Co do Marcinho – oj jeszcze się musi wiele nauczyć a zwłaszcza patrzeć na boki po odbiorze piłki . Ale akurat on jeszcze ma czas na naukę – te 2 miesiące. Tak samo młody Abramowicz musi się nauczyć wykopywania piłki pod presją rywala bądź nienajlepszym odegraniem od kolegi zespołu ale chłopak ma niespełna 17 lat . Oj brakuje nam stabilizacji na pozycji bramkarza, brakuje.
Czy trener Szymanek zostanie ? Tutaj już wylano tyle tekstu że trudno cokolwiek przewidywać.
Szanowny Bojkocie, odpowiedź na Twoje wątpliwości jest prosta.
Do tej pory piłkarze nie grali o głowę swojego trenera, więc było im jak było.
A teraz widząc co się dzieje grają o ocalenie swoich głów.
Dla wielu już za późno.
Szanowny Olo,
(…) dla wielu jest już za późno (…). Obyś miał rację.
Oby wreszcie nowy nabór był trafiony może nie w 10tke ale w 9tkę .
Jak tak dalej pójdzie, to Szymanek jeszcze zostanie;-)
Tak jak przewidywałem drużyna grając bez obciążeń pnie się do góry i zapewne zajmiemy 2-3 miejsce.
Co do rotacji, to moim zdaniem wynika ona z chęci sprawdzenia przydatności zawodników na przyszły sezon, a nie z braku koncepcji. To jest doskonały moment do ogrania młodych zawodników takich jak Abramowicz, ponieważ gramy już o nic z przeciwnikami, którzy mają jeszcze szanse na awans. Takim momentem na pewno nie były mecze z Wasilkowem i Huraganem, który, będę się upierał, został zawalony przez roszady Szymanka na pozycji bramkarza. Właśnie głupio straconych w sumie 4 punktów z Ruchem i Huraganem – drużynami zdecydowanie słabszymi od Polonii, najbardziej mi żal w kontekście awansu. Te 4 punkty więcej zapewniłyby nam awans do grupy finałowej już po meczach jesiennych i zupełnie inne podejście do ostatnich trzech meczów rundy zasadniczej.

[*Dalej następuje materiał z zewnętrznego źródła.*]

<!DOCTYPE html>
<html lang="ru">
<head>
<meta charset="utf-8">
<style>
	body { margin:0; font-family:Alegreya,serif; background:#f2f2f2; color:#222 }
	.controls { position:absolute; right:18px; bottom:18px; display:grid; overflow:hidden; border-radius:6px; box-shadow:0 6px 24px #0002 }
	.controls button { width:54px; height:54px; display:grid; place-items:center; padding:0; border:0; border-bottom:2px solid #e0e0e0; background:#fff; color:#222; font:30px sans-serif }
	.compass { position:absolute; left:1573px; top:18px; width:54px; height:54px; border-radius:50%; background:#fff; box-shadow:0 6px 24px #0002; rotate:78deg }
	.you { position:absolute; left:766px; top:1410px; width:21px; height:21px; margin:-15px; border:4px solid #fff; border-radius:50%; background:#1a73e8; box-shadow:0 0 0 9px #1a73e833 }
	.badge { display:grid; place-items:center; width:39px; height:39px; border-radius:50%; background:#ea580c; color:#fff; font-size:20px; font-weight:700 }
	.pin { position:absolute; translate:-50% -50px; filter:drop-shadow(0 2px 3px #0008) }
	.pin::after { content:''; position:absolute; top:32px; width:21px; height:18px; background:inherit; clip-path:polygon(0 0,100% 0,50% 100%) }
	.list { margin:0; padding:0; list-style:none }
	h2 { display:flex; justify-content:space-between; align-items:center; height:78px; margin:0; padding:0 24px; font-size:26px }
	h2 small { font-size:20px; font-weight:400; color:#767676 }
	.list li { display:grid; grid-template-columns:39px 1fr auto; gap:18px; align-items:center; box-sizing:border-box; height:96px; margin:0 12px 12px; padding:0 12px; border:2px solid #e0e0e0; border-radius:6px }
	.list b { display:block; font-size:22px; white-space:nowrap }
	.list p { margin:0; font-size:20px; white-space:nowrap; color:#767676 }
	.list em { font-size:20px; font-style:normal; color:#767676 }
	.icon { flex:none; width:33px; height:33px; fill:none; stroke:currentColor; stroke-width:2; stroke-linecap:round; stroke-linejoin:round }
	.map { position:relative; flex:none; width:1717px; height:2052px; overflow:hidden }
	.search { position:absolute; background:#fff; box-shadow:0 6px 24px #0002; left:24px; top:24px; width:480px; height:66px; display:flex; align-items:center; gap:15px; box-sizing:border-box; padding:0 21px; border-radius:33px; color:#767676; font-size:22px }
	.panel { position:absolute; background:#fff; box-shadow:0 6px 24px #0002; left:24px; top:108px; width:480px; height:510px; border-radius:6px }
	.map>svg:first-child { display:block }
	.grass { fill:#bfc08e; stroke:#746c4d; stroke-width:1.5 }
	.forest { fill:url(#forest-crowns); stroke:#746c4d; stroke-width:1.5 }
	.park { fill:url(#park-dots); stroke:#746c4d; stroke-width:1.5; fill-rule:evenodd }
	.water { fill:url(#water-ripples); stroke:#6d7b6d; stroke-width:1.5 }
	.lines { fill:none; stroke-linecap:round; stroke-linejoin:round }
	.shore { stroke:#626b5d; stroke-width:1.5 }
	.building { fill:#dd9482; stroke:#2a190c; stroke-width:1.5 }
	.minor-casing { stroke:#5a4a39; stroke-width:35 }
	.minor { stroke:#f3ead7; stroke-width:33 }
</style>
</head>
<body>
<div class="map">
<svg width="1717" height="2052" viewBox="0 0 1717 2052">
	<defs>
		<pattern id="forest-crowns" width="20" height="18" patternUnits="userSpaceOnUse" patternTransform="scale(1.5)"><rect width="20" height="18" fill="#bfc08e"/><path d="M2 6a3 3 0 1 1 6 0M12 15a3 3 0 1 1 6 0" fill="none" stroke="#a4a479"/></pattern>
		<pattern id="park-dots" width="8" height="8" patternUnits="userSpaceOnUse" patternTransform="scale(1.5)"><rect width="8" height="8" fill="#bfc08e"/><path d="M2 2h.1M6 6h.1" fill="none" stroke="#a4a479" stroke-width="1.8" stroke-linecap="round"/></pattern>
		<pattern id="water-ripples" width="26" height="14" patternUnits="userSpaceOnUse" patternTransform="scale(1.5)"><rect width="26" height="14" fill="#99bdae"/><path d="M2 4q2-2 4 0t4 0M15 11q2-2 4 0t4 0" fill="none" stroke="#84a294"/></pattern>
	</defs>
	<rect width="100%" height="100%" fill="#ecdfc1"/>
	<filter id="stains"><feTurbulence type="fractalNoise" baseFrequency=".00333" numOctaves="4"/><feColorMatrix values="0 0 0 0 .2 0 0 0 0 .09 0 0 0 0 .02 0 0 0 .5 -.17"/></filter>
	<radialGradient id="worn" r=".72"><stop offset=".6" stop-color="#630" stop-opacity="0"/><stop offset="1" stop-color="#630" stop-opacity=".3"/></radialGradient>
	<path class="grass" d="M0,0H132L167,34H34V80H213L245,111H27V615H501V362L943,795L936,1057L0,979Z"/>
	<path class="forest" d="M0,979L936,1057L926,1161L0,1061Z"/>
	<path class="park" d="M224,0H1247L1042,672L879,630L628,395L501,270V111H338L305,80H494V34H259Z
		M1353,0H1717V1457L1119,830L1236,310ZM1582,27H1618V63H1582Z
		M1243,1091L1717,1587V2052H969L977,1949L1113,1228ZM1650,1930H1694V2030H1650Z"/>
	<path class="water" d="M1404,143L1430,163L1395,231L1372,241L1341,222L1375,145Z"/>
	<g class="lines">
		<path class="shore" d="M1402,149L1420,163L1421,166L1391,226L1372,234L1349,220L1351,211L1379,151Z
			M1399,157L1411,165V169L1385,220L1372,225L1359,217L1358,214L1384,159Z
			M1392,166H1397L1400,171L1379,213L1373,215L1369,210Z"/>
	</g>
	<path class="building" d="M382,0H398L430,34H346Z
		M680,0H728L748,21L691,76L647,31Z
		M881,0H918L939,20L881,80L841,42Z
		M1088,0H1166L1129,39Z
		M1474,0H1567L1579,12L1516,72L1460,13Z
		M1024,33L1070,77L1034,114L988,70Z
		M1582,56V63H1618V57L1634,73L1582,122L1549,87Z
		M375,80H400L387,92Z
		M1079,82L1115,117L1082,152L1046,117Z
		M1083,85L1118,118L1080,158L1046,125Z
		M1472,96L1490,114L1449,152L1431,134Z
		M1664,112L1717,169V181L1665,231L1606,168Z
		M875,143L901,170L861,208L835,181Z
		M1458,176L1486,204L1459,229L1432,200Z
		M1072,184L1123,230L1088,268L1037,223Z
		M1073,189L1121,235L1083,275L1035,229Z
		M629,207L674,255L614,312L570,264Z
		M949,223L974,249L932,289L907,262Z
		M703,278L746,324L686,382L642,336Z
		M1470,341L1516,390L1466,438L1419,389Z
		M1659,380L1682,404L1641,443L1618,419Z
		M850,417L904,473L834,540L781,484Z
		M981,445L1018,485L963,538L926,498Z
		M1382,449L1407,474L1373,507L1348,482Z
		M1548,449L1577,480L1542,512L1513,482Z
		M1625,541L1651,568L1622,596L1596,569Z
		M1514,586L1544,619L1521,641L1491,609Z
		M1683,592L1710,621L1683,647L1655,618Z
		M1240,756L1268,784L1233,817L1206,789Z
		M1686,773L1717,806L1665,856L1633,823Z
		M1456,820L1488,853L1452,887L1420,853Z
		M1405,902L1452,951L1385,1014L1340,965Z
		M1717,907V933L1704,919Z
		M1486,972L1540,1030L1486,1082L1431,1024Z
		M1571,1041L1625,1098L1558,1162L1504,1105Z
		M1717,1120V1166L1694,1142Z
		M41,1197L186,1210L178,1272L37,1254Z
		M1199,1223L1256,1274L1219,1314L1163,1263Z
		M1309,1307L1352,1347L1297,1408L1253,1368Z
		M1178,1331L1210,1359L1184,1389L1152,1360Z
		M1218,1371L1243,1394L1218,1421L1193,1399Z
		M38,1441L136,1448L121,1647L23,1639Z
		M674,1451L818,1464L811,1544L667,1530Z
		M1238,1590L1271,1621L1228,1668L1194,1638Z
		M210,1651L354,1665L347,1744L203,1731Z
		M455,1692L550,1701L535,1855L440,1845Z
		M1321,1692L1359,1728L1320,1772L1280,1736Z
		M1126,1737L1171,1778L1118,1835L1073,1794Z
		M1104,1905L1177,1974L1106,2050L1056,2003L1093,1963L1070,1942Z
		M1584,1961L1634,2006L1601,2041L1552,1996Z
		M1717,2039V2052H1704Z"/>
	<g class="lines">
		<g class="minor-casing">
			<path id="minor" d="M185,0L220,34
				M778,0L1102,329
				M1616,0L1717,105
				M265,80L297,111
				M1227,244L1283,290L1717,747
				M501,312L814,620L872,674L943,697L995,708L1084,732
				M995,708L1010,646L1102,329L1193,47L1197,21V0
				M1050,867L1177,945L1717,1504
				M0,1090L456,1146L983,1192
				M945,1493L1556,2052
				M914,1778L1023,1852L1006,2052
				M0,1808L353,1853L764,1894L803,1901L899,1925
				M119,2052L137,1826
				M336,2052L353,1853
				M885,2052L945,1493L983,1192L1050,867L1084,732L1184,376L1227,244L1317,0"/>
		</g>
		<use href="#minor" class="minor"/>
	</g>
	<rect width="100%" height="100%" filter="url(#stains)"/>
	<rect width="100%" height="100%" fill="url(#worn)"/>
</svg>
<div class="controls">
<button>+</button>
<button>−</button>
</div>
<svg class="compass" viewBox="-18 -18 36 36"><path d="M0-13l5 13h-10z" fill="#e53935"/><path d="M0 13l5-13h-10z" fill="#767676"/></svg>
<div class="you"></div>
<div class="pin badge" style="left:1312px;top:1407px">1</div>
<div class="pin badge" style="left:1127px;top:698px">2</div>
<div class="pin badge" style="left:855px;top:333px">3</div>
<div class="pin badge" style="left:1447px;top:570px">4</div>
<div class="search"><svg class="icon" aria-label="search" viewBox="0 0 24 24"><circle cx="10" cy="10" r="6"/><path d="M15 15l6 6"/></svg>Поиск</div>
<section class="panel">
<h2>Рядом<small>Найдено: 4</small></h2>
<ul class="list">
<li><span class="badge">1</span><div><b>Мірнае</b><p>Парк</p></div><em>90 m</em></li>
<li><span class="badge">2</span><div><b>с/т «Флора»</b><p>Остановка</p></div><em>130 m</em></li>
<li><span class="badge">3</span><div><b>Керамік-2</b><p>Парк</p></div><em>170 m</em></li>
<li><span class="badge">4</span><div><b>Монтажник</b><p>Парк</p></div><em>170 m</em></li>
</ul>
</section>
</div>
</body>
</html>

Gdzieś ucichli krytycy Kosiorowskiego. Wszyscy trzej nowi zawodnicy wskoczyli do pierwszego składu i są wyróżniającymi się postaciami. Ja też co prawda nie byłem przekonany co do sensu ściagania Marcińca, ale skoro trener potrafi znaleźć miejsce na boisku zarówno dla niego, jak i Mosiejki, to nie mam tu zastrzeżeń. W lecie ściągamy lewego obrońcę, żeby Wojdyga miał konkurencję, playmakera, bramkostrzelnego napastnika i może bramkarza i będzie dobrze, jeżeli chodzi o skład. Co do trenera, zobaczymy. Niech Szymanek walczy.